[WHAT IS NEEDED] Records follow. Select each line holding "Turn".

[RECORDS SUPPLIED]

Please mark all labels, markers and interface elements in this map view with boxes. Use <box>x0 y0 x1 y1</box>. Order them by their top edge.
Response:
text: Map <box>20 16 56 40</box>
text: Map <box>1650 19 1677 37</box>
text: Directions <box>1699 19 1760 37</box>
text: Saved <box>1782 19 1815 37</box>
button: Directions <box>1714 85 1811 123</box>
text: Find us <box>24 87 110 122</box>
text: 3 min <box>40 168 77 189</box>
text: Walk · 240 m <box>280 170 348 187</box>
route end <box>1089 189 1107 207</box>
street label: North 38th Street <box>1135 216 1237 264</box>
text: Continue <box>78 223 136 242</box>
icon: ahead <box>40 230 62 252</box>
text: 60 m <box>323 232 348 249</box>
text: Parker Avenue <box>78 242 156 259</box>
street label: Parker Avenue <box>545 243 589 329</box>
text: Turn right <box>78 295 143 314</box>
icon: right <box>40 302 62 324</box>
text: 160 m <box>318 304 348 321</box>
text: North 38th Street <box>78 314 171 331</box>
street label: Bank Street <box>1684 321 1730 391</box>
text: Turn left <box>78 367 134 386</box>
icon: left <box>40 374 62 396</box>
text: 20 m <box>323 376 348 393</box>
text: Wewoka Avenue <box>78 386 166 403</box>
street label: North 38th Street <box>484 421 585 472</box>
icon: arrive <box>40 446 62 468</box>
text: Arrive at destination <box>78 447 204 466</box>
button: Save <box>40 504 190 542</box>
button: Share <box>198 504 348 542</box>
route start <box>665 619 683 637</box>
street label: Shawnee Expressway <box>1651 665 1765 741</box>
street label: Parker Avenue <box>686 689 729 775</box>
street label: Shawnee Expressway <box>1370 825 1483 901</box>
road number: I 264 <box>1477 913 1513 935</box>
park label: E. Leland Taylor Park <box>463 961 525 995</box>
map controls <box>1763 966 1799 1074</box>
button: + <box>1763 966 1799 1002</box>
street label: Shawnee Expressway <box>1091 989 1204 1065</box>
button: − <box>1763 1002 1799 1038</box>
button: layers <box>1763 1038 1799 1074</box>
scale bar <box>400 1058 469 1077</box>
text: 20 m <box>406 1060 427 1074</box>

--

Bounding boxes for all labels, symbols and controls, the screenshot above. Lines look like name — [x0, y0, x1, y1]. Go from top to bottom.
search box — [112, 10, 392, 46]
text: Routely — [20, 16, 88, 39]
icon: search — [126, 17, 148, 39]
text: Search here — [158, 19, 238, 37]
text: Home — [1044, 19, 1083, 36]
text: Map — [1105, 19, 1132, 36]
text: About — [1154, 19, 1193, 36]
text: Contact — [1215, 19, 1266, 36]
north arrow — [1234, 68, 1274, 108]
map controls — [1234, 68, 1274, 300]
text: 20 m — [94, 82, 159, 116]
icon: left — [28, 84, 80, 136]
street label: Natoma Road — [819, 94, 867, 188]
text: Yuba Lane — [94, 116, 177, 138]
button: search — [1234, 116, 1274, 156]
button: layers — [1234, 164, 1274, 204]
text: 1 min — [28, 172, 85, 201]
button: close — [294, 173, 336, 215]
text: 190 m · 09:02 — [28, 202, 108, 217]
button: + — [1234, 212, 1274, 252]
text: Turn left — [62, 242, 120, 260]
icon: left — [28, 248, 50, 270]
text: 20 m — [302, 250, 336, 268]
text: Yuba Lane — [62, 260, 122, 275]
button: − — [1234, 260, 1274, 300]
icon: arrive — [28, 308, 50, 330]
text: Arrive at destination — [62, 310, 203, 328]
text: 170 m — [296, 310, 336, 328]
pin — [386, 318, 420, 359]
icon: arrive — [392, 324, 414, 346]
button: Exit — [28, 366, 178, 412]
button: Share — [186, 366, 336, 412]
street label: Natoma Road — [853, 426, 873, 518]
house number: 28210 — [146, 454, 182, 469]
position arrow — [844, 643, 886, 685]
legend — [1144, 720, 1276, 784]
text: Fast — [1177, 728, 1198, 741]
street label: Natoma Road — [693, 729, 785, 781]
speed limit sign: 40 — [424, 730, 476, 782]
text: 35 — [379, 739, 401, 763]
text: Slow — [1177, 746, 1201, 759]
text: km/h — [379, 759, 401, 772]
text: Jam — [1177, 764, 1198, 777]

[THE ANSWER]
text: Turn right <box>78 295 143 314</box>
text: Turn left <box>78 367 134 386</box>
text: Turn left — [62, 242, 120, 260]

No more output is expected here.